§ What to do
Your copy should match the records exactly, apart from the pictures, which stay out.

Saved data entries

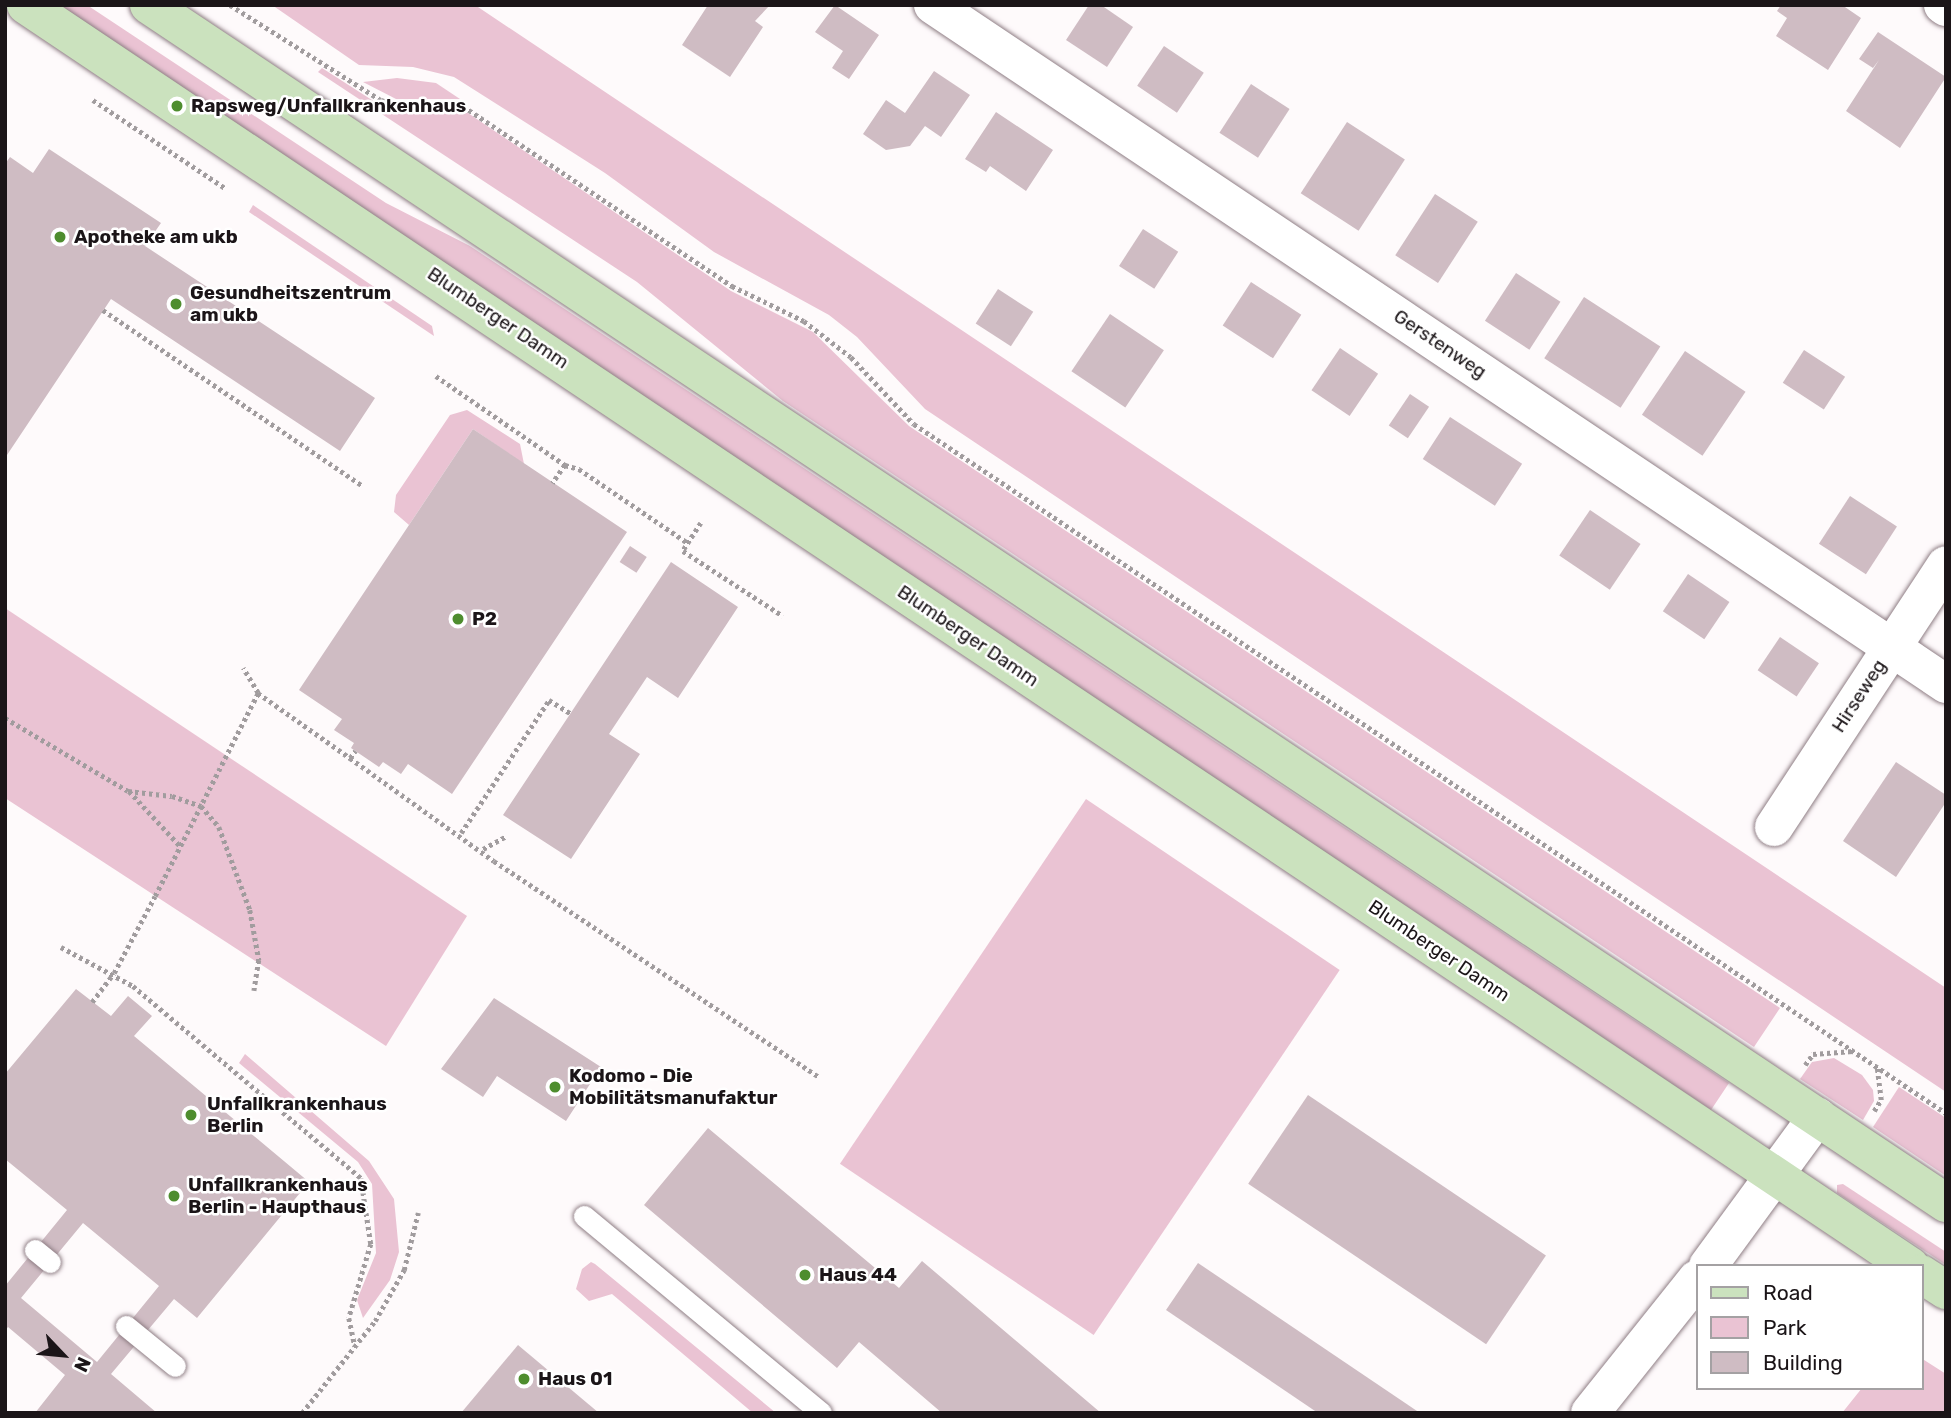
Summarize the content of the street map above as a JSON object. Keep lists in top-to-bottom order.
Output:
{
  "streets": {
    "main road": ["Blumberger Damm"],
    "street": ["Gerstenweg", "Hirseweg"]
  },
  "crossings": [
    ["Gerstenweg", "Hirseweg"]
  ],
  "places": [
    "Rapsweg/Unfallkrankenhaus",
    "Apotheke am ukb",
    "Gesundheitszentrum am ukb",
    "P2",
    "Kodomo - Die Mobilitätsmanufaktur",
    "Unfallkrankenhaus Berlin",
    "Unfallkrankenhaus Berlin - Haupthaus",
    "Haus 44",
    "Haus 01"
  ],
  "legend": ["Road", "Park", "Building"],
  "north": "bottom right"
}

§ Your solution
Summarize the content of the street map above as a JSON object. Keep lists in top-to-bottom order.
Output:
{
  "streets": {
    "main road": ["Blumberger Damm"],
    "street": ["Gerstenweg", "Hirseweg"]
  },
  "crossings": [
    ["Gerstenweg", "Hirseweg"]
  ],
  "places": [
    "Rapsweg/Unfallkrankenhaus",
    "Apotheke am ukb",
    "Gesundheitszentrum am ukb",
    "P2",
    "Kodomo - Die Mobilitätsmanufaktur",
    "Unfallkrankenhaus Berlin",
    "Unfallkrankenhaus Berlin - Haupthaus",
    "Haus 44",
    "Haus 01"
  ],
  "legend": ["Road", "Park", "Building"],
  "north": "bottom right"
}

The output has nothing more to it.